Mercedes Concept Designers Render Luxury in Motion
‟The design had to appeal equally to the intellect and to the emotions and its exterior had to signal its visionary and pioneering character at first glance,” Mercedes-Benz design chief Gorden Wagener says of the F 015 self-driving concept car.
Mercedes-Benz founders Karl Benz and Gottlieb Daimler invented the automobile as we know it as individuals.
Today their successors work in large teams, equipped with the most sophisticated electronic equipment to deliver the “autonomobile” of the future, as anticipated by the F 015 self-driving concept car unveiled this week at the Consumer Electronics Show in Las Vegas.
However, the sophisticated technology that drives the new prototype must be communicated to the public through design.
Explains Daimler CEO Dieter Zetsche: “Anyone who focuses solely on the technology has not yet grasped how autonomous driving will change our society. The car is growing beyond its role as a mere means of transport and will ultimately become a mobile living space.”
Gorden Wagener, 49, vice president in charge of Mercedes-Benz Design, could not agree more.
In an interview with WardsAuto, Wagener discusses the F 015’s innovations and the designers' attempts to prepare for a mobility revolution.
WardsAuto: Discuss what inspired the designers and how they succeeded in translating concepts into shapes and function.
Wagener: Our aim was to design a luxurious vehicle with a lounge-like ambience combining sensuality with purity in a very special way. The design had to appeal equally to the intellect and to the emotions and its exterior had to signal its visionary and pioneering character at first glance. Its password was, and is, luxury in motion.
WardsAuto: The overall length of the F 015 is much shorter (9.2 ins. [233 mm]) than the longest luxury car in the Mercedes-Benz range, the S-Class Maybach, and yet the Autonomous Drive Concept F 015 looks much bigger with its new and impressive proportions. How did you achieve this?
Wagener: Indeed this impression is created by its unusual proportions (length, 205.5 ins. [5,220 mm]; width, 83 ins. [2,108 mm]; height, 60 ins. [1,524 mm]), its very long (142.1 ins. [3,610 mm] wheelbase and its elongated mono volume architecture. The total integration of its profile that we call the Space Flow is revolutionary. The taut line runs from the grille over the roof and into the tail to integrate the classic components – bonnet, cabin and boot – into one monolithic and sculptured volume.
WardsAuto: However, there is much more than just size and architecture.

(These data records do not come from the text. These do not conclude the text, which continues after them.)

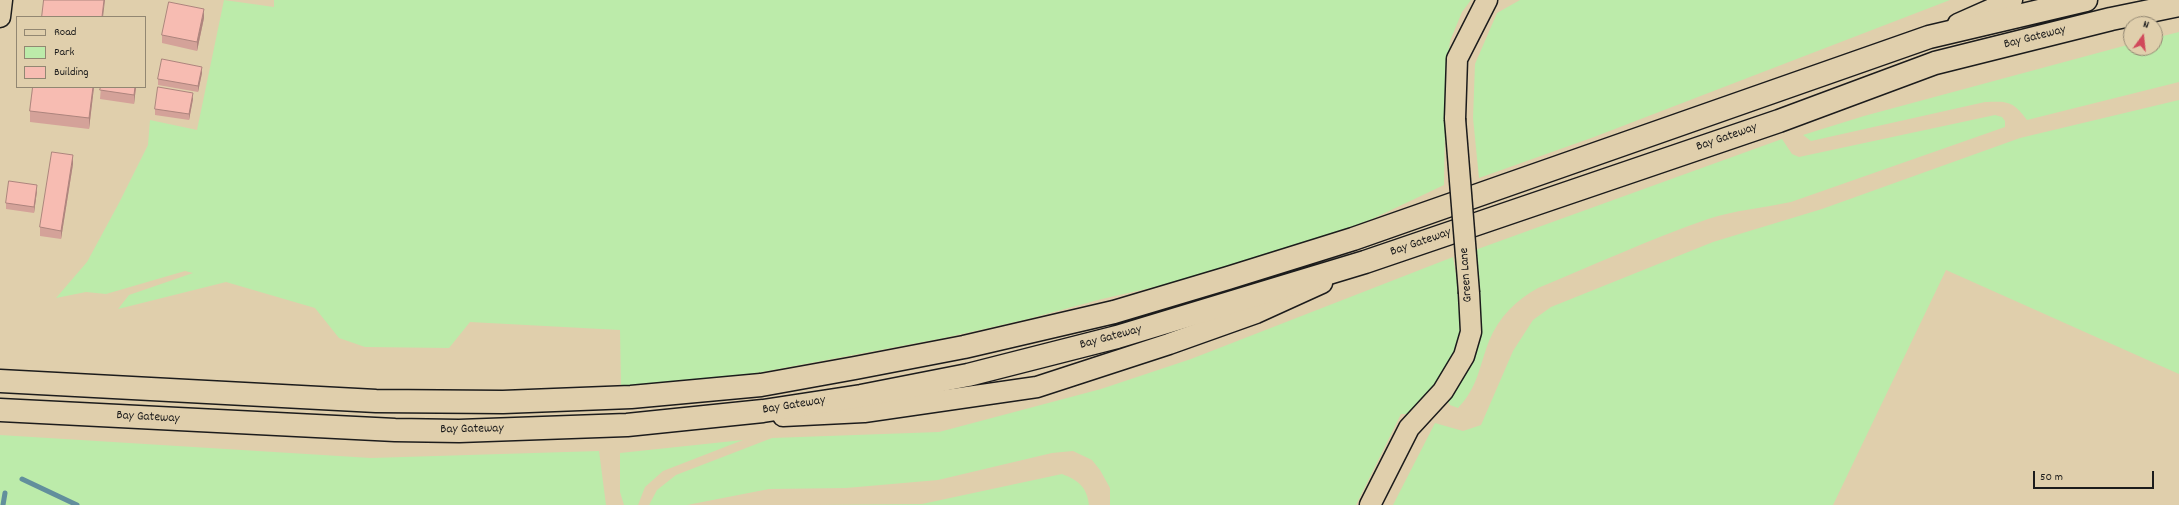 <!DOCTYPE html>
<style>
body{margin:0}
#map{position:relative;width:2179px;height:505px;overflow:hidden;background:#e0cfac;font-family:Dekko,sans-serif}
canvas{display:block}
.legend{position:absolute;left:16px;top:16px;width:130px;height:72px;box-sizing:border-box;background:#e0cfac;border:1px solid #928772;margin:0;padding:5px 7px;list-style:none;font-size:12px;color:#1c1c1c}
.legend li{display:flex;align-items:center;gap:8px;height:20px}
.legend b{width:20px;border:1px solid #928772}
.north{position:absolute;left:2123px;top:16px;width:40px;height:40px;box-sizing:border-box;background:#e0cfac;border:1px solid #928772;border-radius:50%;rotate:15deg;font-size:11px;font-weight:700;line-height:16px;text-align:center;color:#1c1c1c}
.north::after{content:'';display:block;margin:auto;width:14px;height:18px;background:#d1495b;clip-path:polygon(50% 0,100% 100%,50% 72%,0 100%)}
.scale{position:absolute;left:2033px;top:471px;width:121px;height:18px;box-sizing:border-box;border:2px solid #1c1c1c;border-top:0;padding-left:5px;font-size:12px;line-height:14px;white-space:nowrap;color:#1c1c1c;-webkit-text-stroke:3px #e0cfac;paint-order:stroke}
</style>
<div id="map">
<canvas width="2179" height="505"></canvas>
<ul class="legend">
<li><b style="height:5px;background:#e0cfac"></b>Road</li>
<li><b style="height:11px;background:#bcebaa"></b>Park</li>
<li><b style="height:11px;background:#f7bcb2"></b>Building</li>
</ul>
<div class="north">N</div>
<div class="scale">50 m</div>
</div>
<script>
const g = document.querySelector('canvas').getContext('2d');
g.lineJoin = 'round';
function fill(path, color) { g.fillStyle = color; g.fill(path, 'evenodd'); }
function trace(path, color, width, dash) { g.strokeStyle = color; g.lineWidth = width; g.lineCap = dash ? 'butt' : 'round'; g.setLineDash(dash || []); g.stroke(path); }
function drawText(font, color, halo, rows, align = 'center') {
  g.font = font + ' Dekko,sans-serif'; g.lineWidth = 3.5; g.setLineDash([]); g.textBaseline = 'middle'; g.strokeStyle = halo; g.fillStyle = color; for (const [text, x, y, turn = 0] of rows) {
    g.save(); g.translate(x, y); g.rotate((+turn || 0) * Math.PI / 180); g.textAlign = isNaN(turn) ? turn : align; if (halo) g.strokeText(text, 0, 0); g.fillText(text, 0, 0); g.restore();
  }
}
fill(new Path2D(`
 M224,0L274,7V0H1471L1462,12L1450,41L1446,75L1444,185L1370,220L1289,249L1194,278L1102,299L1024,320L944,338L725,379L621,387L620,330L470,322L449,348L365,347L339,338L315,308L226,282L118,309L129,295L193,273L185,271L106,294L86,292L56,298L87,262L119,203L148,145L150,120L197,130Z
 M1520,0H1950L1594,137L1479,178L1473,118L1475,64L1497,13Z
 M2179,32V82L2027,120C2013,101 2008,101 1985,102L1811,141L1803,135L1864,116L2131,44V48H2155V38Z
 M2179,100V374L1946,270L1833,505H1393L1435,423L1463,431L1481,425L1513,351L1533,320L1551,307L1713,242L1822,209L2020,138Z
 M1995,115L2002,117L2005,121V127L1791,202C1763,208 1735,210 1708,219C1650,239 1594,265 1538,288C1516,300 1499,317 1489,341C1479,367 1478,387 1458,408L1450,405L1447,400L1469,364L1475,250L1782,139L1792,154L1799,157Z
 M1453,257C1457,283 1468,325 1460,350C1453,372 1427,397 1413,414H1401L1356,505H1110V488L1100,470L1092,460L1073,451L1052,453L938,480L846,488L769,489L687,505H649L657,490L676,475L772,438L939,432L1101,389L1191,359Z
 M0,435L371,458L599,451L606,505H0Z
 M743,440L663,471L645,487L638,505H624L620,492V453Z
 M1062,474C1078,480 1087,487 1089,505H819L922,504Z`), '#bcebaa');
trace(new Path2D(`
 M22,479L77,505
 M3,505L5,493`), '#628f9c', 5);
const minor = new Path2D(`
 M0,17L2,0
 M1958,24L2012,0
 M1455,119L1457,59L1487,0
 M783,416L864,412L1037,387L1169,344L1256,313L1322,283
 M1370,505L1409,428L1443,391L1464,356L1471,332L1469,293`);
const highway = new Path2D(`
 M0,381L376,401L503,402L631,397L761,385L855,368L964,347L1114,312L1228,278L1353,239L1929,37L2086,0
 M0,410L395,430L459,431L627,425L763,411L861,396L968,375L1117,337L1365,262L1779,121L1935,63L2111,19L2179,5`);
trace(minor, '#1c1c1c', 23);
trace(highway, '#1c1c1c', 25);
trace(minor, '#e0cfac', 20);
trace(highway, '#e0cfac', 22);
const minorBridge = new Path2D(`
 M1455,119L1469,293`);
trace(minorBridge, '#1c1c1c', 23, []);
trace(minorBridge, '#e0cfac', 20);
fill(new Path2D(`
 M204,18L197,51L162,43V35Z
 M202,73L198,92L158,85V79Z
 M33,87H94L89,129L30,122V111Z
 M101,87H136L134,104L100,99Z
 M193,99L189,120L155,115V109Z
 M73,164L61,239L40,236V227Z
 M37,191L34,213L6,209V203Z`), '#d4a299');
fill(new Path2D(`
 M104,0H105L103,17H102Z
 M204,9V18L197,51V42Z
 M202,67V73L198,92V86Z
 M93,87H94L89,129V118Z
 M135,87H136L134,104V95Z
 M193,93V99L189,120V114Z
 M73,155V164L61,239V231Z
 M37,185V191L34,213V207Z`), '#ad847d');
const building = new Path2D(`
 M44,0H104L102,17H42Z
 M169,2L204,9L197,42L162,35Z
 M162,59L202,67L198,86L158,79Z
 M33,87H93L89,118L30,111Z
 M101,87H135L134,95L100,90Z
 M158,87L193,93L189,114L155,109Z
 M52,152L73,155L61,231L40,227Z
 M9,181L37,185L34,207L6,203Z`);
fill(building, '#f7bcb2');
trace(building, '#ad847d', 1);
drawText('13px', '#1c1c1c', '#e0cfac', [
 ["Bay Gateway",2035,38,-14],
 ["Bay Gateway",1727,138,-19],
 ["Bay Gateway",1421,243,-19],
 ["Green Lane",1467,275,-94],
 ["Bay Gateway",1111,338,-15],
 ["Bay Gateway",794,406,-9],
 ["Bay Gateway",148,418,3],
 ["Bay Gateway",472,430,-1]
]);
</script>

The surface design and the graphic treatment certainly are part of the new design language. Which vocabulary did you apply?
Wagener: We were able to create the monolithic appearance of the exterior – as if hewn from a single piece – by doing without conventional windscreen and window design. The flush-fitting side windows have an almost mirror-like appearance thanks to their extremely finely-patterned surface. As they are close in color to the cool, technical appearance of the paint finish of the bodywork, the transition from the windows to the bodywork is almost imperceptible.
In addition, there are neither exterior mirrors nor visible A-, B- or C-pillars to interfere with the overall impression of a sensual, object-like sculpture. Likewise, the door system is barely perceptible thanks to its fine lines.
WardsAuto: What about the interior design? Is it still a cabin or is it, rather, a luxurious lounge?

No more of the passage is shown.